How to complete this task
A faithful copy is required: retype the records from their first line through the line with "2px #695641) drop-shadow(0", and omit the pictures.

Excerpted data
━━━━━━━━━━━━━━━━━━━━━━━━━━━━━━

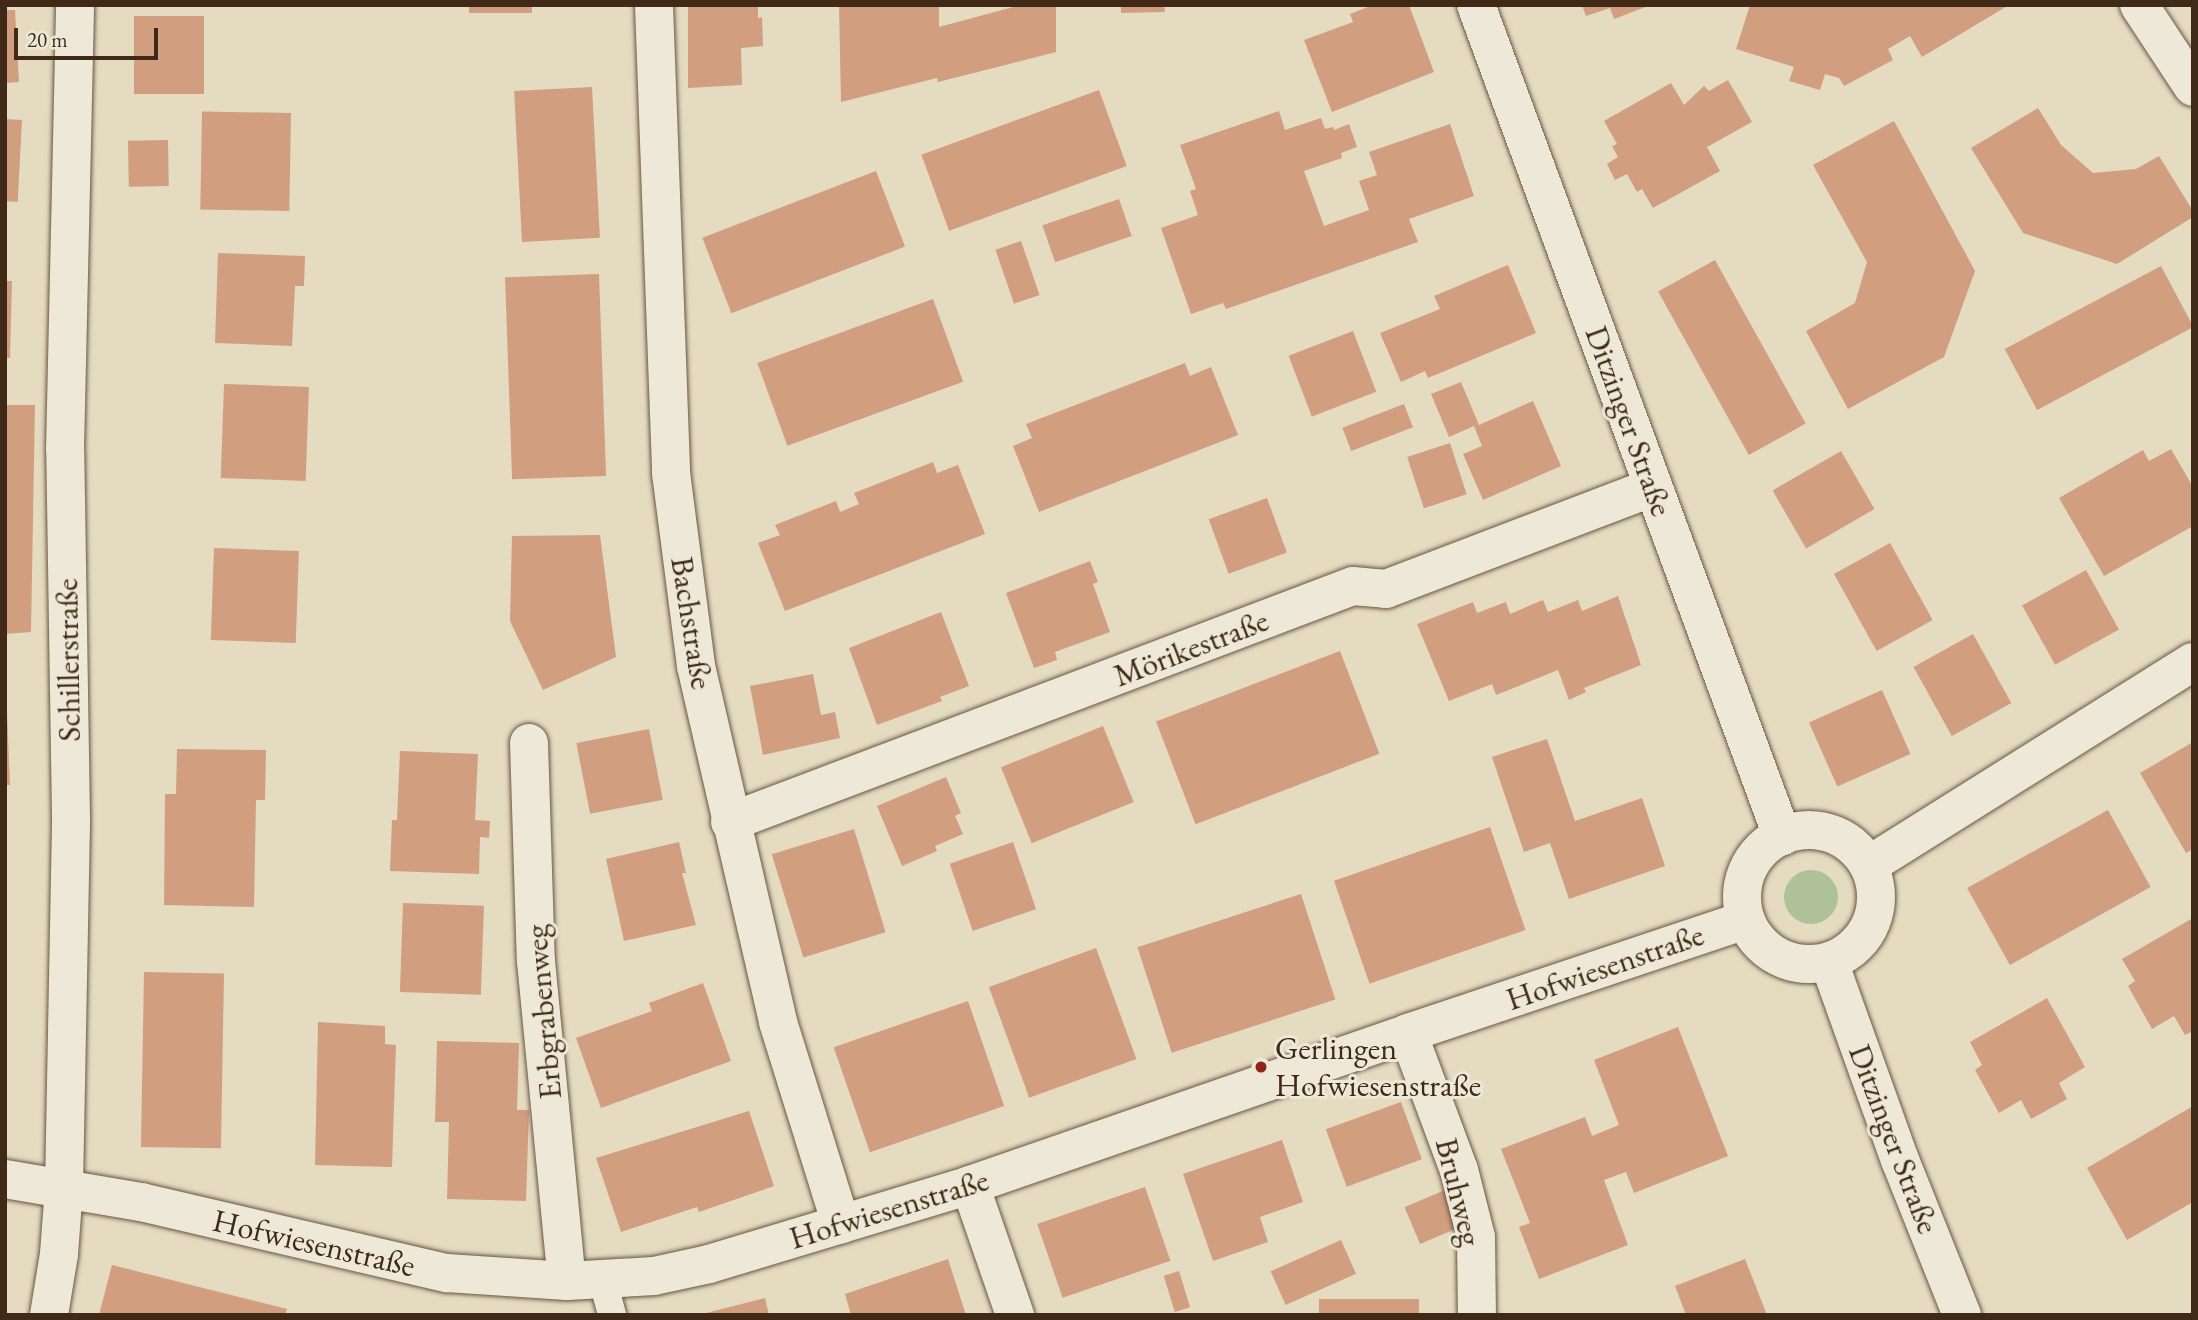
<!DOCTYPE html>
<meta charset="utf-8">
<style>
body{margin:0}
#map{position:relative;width:2198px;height:1320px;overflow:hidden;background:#e4dbc1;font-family:"EB Garamond",serif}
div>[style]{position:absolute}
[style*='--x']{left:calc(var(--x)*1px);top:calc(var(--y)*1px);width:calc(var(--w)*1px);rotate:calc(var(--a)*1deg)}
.green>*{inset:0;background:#afc197}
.round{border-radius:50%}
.building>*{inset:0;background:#d29e80;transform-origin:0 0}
.roads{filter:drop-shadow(0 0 2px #695641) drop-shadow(0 0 2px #695641)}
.lane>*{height:28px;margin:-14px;padding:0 14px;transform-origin:14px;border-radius:14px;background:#ede8d7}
.street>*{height:38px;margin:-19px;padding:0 19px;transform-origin:19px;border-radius:19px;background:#ede8d7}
.secondary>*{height:38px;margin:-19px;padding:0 19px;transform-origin:19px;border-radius:19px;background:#ede8d7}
.secondary>.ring{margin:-19px;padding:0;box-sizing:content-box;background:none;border:38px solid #ede8d7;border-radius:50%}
.dots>*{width:19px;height:19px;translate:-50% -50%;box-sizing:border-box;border:4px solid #ede8d7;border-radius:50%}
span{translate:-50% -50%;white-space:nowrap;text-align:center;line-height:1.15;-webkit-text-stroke:6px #ede8d7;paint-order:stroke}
.street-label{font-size:32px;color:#402916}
.poi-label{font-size:32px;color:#402916}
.left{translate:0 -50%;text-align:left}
.frame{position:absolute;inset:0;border:7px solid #402916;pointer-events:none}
.scale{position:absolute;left:14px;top:28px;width:144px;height:32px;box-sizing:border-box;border:4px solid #402916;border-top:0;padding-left:9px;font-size:21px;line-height:24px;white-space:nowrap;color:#402916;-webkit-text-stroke:5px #ede8d7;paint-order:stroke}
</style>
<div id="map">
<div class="green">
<div class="round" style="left:1784px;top:870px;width:54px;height:54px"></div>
</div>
<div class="building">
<div style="left:469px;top:5px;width:63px;height:8px"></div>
<div style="clip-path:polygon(688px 5px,758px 5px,758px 18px,762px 17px,763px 46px,741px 48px,742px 85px,688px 88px)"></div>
<div style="clip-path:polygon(839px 5px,939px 5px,939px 27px,1021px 5px,1056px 5px,1056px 52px,938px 82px,937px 78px,841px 102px)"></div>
<div style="clip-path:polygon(1121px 5px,1164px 5px,1165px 12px,1121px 13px)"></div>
<div style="clip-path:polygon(1373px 5px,1409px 5px,1434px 72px,1332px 112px,1304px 40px,1353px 22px,1350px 14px)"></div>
<div style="clip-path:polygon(1582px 5px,1651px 5px,1614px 19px,1610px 8px,1586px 16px)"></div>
<div style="clip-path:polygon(1750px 5px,2009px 5px,1922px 57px,1910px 36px,1888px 49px,1893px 60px,1844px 86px,1839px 78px,1825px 74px,1820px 90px,1789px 81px,1794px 67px,1736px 49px)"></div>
<div style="clip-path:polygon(5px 10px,15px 10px,19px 82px,5px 83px)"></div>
<div style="left:134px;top:16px;width:70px;height:78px"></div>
<div style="clip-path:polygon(1728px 80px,1752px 122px,1707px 147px,1720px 171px,1653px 208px,1642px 189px,1637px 192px,1627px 174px,1615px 180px,1607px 164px,1618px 157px,1612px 146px,1617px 144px,1604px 121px,1671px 83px,1684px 105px,1704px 86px,1709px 91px)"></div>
<div style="left:592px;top:87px;width:151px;height:78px;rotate:87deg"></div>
<div style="left:1099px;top:90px;width:81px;height:189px;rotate:70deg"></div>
<div style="clip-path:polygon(2038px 108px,2061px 145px,2093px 173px,2136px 169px,2159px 156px,2193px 211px,2193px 217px,2117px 264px,2023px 233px,1971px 148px)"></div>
<div style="clip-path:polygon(1279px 111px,1285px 130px,1321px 118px,1325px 129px,1333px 127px,1334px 130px,1349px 124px,1357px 147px,1341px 153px,1342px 158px,1304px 171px,1324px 226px,1369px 210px,1359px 181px,1377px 175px,1369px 152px,1450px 124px,1474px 196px,1409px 219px,1418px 242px,1226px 309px,1223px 303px,1191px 314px,1161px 228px,1198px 215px,1190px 191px,1196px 189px,1180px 145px)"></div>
<div style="left:291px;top:113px;width:98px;height:89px;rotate:91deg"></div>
<div style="left:5px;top:119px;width:17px;height:82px;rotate:3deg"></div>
<div style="clip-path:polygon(1894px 121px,1975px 271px,1944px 357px,1848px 409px,1806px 331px,1855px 303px,1867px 262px,1813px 165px)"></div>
<div style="left:168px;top:140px;width:46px;height:40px;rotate:89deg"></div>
<div style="left:876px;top:171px;width:81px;height:186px;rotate:69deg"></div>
<div style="left:1119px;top:199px;width:39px;height:81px;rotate:71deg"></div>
<div style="left:1021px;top:241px;width:57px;height:27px;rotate:71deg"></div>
<div style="clip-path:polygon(218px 253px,305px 256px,304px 286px,295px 286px,292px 346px,215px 343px)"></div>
<div style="left:1715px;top:260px;width:187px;height:65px;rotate:61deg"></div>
<div style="clip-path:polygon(1508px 265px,1536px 333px,1428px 378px,1425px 371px,1401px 382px,1380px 333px,1440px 309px,1434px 296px)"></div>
<div style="left:2161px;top:266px;width:69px;height:177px;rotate:62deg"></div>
<div style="left:599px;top:274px;width:202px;height:94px;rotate:88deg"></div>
<div style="clip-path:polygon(5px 281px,12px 281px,10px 358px,5px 358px)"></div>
<div style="left:933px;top:299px;width:88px;height:187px;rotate:70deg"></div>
<div style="left:1353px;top:331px;width:65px;height:69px;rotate:69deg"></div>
<div style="clip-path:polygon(1185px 363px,1190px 376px,1211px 367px,1238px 435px,1039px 512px,1013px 446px,1032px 438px,1026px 424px)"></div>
<div style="clip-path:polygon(1461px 382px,1479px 425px,1533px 401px,1561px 466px,1483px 500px,1463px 454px,1482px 446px,1474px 426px,1449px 437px,1431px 394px)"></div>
<div style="left:224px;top:384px;width:85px;height:94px;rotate:2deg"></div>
<div style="left:1404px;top:404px;width:25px;height:66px;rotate:69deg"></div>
<div style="clip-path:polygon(5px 405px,35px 405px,31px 632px,5px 634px)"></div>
<div style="left:1450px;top:443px;width:54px;height:45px;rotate:72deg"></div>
<div style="clip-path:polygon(2171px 449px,2193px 487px,2193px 526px,2104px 576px,2059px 498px,2143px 450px,2149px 461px)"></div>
<div style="left:1841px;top:451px;width:67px;height:79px;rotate:60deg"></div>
<div style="clip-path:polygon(933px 462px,937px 473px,958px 465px,985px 534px,785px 611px,758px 543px,780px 535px,775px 525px,836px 501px,840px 512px,859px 504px,854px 493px)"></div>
<div style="left:1267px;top:498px;width:58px;height:62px;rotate:70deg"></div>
<div style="clip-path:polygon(600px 535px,616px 657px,543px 690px,510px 621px,512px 536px)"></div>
<div style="left:1890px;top:543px;width:88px;height:64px;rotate:61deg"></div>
<div style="left:214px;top:548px;width:85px;height:92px;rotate:2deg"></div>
<div style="clip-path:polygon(1090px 561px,1098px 582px,1093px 584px,1110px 632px,1055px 652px,1057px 660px,1034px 668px,1006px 593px)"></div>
<div style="left:2086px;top:570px;width:68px;height:73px;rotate:61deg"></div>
<div style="clip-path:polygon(1618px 596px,1641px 665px,1584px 688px,1586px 692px,1569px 700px,1558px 670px,1496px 695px,1492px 684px,1449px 701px,1417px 624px,1473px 602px,1477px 613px,1506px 602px,1510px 614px,1543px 600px,1548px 612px,1578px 600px,1582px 611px)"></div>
<div style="clip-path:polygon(941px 612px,969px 686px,940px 697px,942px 701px,877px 725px,849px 648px)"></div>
<div style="left:1973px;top:634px;width:79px;height:68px;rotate:61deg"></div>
<div style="left:1340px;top:651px;width:110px;height:197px;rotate:69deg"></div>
<div style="clip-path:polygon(813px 674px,821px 715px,835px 712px,840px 738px,763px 755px,750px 686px)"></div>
<div style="left:1882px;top:690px;width:70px;height:80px;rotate:66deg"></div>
<div style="clip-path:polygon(7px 713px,10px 785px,5px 785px,5px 714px)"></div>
<div style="left:1103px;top:726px;width:82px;height:110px;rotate:68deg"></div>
<div style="left:649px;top:729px;width:72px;height:74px;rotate:79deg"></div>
<div style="clip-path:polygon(1547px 739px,1575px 821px,1642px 798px,1665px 866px,1569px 899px,1550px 843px,1524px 852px,1492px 757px)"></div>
<div style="clip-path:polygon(2193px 742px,2193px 849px,2186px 853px,2140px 773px)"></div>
<div style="clip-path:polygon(177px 749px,266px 750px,265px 800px,256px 800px,254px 907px,164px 905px,165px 794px,176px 794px)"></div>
<div style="clip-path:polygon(400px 751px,478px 754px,475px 820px,490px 821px,489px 838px,480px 837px,479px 874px,390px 871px,392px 820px,397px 820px)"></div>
<div style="clip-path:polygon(946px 777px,961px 813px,955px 816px,963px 834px,935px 846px,937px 851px,902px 866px,877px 806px)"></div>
<div style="left:2108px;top:810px;width:88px;height:161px;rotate:61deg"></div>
<div style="left:1490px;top:827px;width:109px;height:165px;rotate:71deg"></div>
<div style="left:854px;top:829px;width:108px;height:86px;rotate:73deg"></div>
<div style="clip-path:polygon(679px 842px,686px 873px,682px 873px,696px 925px,624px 941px,606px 859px)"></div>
<div style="left:1013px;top:842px;width:71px;height:67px;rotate:71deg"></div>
<div style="left:1301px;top:894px;width:111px;height:172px;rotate:72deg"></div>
<div style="left:403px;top:903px;width:81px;height:89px;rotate:2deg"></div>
<div style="clip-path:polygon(2193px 918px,2193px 1031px,2185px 1035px,2174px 1016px,2152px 1029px,2128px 986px,2135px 981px,2122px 959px)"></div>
<div style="left:1096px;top:948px;width:118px;height:114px;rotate:70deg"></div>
<div style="left:144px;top:972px;width:80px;height:175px;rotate:1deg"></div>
<div style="clip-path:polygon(703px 983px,731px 1061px,601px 1108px,576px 1038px,652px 1011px,649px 1003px)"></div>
<div style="clip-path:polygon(2047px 998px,2085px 1067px,2059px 1083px,2067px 1099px,2031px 1119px,2021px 1100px,1999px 1113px,1975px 1070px,1982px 1065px,1970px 1042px)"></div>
<div style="left:968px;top:1001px;width:111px;height:142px;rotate:71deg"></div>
<div style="clip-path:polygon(318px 1022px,385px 1026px,385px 1044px,396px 1045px,392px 1167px,315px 1165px)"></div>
<div style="clip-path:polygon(1678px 1027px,1728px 1156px,1634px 1193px,1626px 1172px,1604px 1180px,1628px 1245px,1539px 1279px,1519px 1227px,1530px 1223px,1501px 1149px,1585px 1117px,1592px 1136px,1619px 1125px,1594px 1060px)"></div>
<div style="clip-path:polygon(437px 1041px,519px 1043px,517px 1110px,529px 1110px,526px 1201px,447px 1199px,449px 1122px,435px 1122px)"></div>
<div style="left:1401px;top:1102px;width:61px;height:80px;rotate:70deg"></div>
<div style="clip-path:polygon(2193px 1106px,2193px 1202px,2127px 1240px,2087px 1168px)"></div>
<div style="clip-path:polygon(749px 1111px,774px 1186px,699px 1212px,697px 1207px,621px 1232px,596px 1158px)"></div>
<div style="clip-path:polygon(1282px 1140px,1303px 1202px,1260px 1217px,1268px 1242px,1213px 1261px,1183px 1174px)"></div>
<div style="left:1145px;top:1187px;width:78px;height:114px;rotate:71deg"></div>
<div style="left:1445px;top:1190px;width:40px;height:44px;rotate:67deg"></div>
<div style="left:1341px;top:1240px;width:37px;height:77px;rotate:66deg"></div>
<div style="clip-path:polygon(948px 1259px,966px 1315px,851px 1315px,845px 1294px)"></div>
<div style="clip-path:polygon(1745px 1259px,1767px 1315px,1686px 1315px,1675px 1286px)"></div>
<div style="clip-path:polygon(112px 1265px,287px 1309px,285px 1315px,99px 1315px)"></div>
<div style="left:1179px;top:1271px;width:38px;height:16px;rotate:73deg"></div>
<div style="clip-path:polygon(765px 1298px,769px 1315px,703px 1315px,702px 1314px)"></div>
<div style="left:1419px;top:1299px;width:16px;height:100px;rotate:90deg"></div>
</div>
<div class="roads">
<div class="lane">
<div style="--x:603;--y:1281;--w:35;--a:75"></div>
</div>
<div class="street">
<div style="--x:654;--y:5;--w:468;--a:87.9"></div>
<div style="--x:671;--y:473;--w:195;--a:82.6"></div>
<div style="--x:696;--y:666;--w:365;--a:77"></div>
<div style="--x:778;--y:1022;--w:212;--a:72.7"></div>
<div style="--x:2139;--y:5;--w:98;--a:56.6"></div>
<div style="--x:529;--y:743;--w:218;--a:88.2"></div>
<div style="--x:536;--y:961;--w:321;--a:84.5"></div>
<div style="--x:730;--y:822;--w:666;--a:-20.75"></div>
<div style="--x:1353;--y:586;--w:33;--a:5"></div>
<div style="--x:1386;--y:589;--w:286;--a:-20.9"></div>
<div style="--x:1869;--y:865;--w:382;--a:-32.1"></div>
<div style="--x:1408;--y:1033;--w:146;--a:69.6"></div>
<div style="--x:1459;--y:1170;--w:69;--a:75.8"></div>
<div style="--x:1476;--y:1237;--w:78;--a:89.3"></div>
<div style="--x:5;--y:1179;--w:138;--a:9.6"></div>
<div style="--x:141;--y:1202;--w:314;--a:13.1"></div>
<div style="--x:447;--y:1273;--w:120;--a:3.8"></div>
<div style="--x:567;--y:1281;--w:87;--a:-3.3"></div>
<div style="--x:654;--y:1276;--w:56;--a:-12.3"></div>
<div style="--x:709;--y:1264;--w:273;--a:-16.8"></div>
<div style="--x:970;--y:1185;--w:464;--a:-19.1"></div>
<div style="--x:1408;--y:1033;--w:355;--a:-18.5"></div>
<div style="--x:970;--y:1185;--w:138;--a:70.9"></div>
<div style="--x:49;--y:1315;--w:62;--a:-80.7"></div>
<div style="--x:59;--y:1254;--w:66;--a:-85.7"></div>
<div style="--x:64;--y:1188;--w:370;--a:-88.9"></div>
<div style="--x:71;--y:818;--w:368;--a:-90.9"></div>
<div style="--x:65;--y:450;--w:445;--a:-88.7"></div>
</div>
<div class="secondary">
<div style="--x:1476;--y:5;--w:886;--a:69.78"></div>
<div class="ring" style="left:1742px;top:830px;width:96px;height:96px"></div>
<div style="--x:1829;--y:962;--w:210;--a:70.3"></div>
<div style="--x:1900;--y:1160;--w:167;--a:68.2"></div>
</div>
</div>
<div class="dots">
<div style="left:1261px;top:1067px;background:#8f2418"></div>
</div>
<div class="street-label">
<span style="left:1629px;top:421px;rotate:70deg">Ditzinger Straße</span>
<span style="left:692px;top:623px;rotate:81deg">Bachstraße</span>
<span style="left:1191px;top:648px;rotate:-21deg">Mörikestraße</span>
<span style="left:68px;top:660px;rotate:-91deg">Schillerstraße</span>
<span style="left:1605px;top:967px;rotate:-19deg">Hofwiesenstraße</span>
<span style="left:543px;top:1012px;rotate:-95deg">Erbgrabenweg</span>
<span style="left:1894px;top:1139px;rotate:69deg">Ditzinger Straße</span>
<span style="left:1459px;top:1192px;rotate:76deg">Bruhweg</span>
<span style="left:889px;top:1209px;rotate:-17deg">Hofwiesenstraße</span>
<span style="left:314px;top:1243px;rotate:13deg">Hofwiesenstraße</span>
</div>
<div class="poi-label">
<span class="left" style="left:1275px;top:1067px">Gerlingen<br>Hofwiesenstraße</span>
</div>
<div class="frame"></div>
<div class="scale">20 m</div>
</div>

━━━━━━━━━━━━━━━━━━━━━━━━━━━━━━

Solution for this problem
<!DOCTYPE html>
<meta charset="utf-8">
<style>
body{margin:0}
#map{position:relative;width:2198px;height:1320px;overflow:hidden;background:#e4dbc1;font-family:"EB Garamond",serif}
div>[style]{position:absolute}
[style*='--x']{left:calc(var(--x)*1px);top:calc(var(--y)*1px);width:calc(var(--w)*1px);rotate:calc(var(--a)*1deg)}
.green>*{inset:0;background:#afc197}
.round{border-radius:50%}
.building>*{inset:0;background:#d29e80;transform-origin:0 0}
.roads{filter:drop-shadow(0 0 2px #695641) drop-shadow(0 0 2px #695641)}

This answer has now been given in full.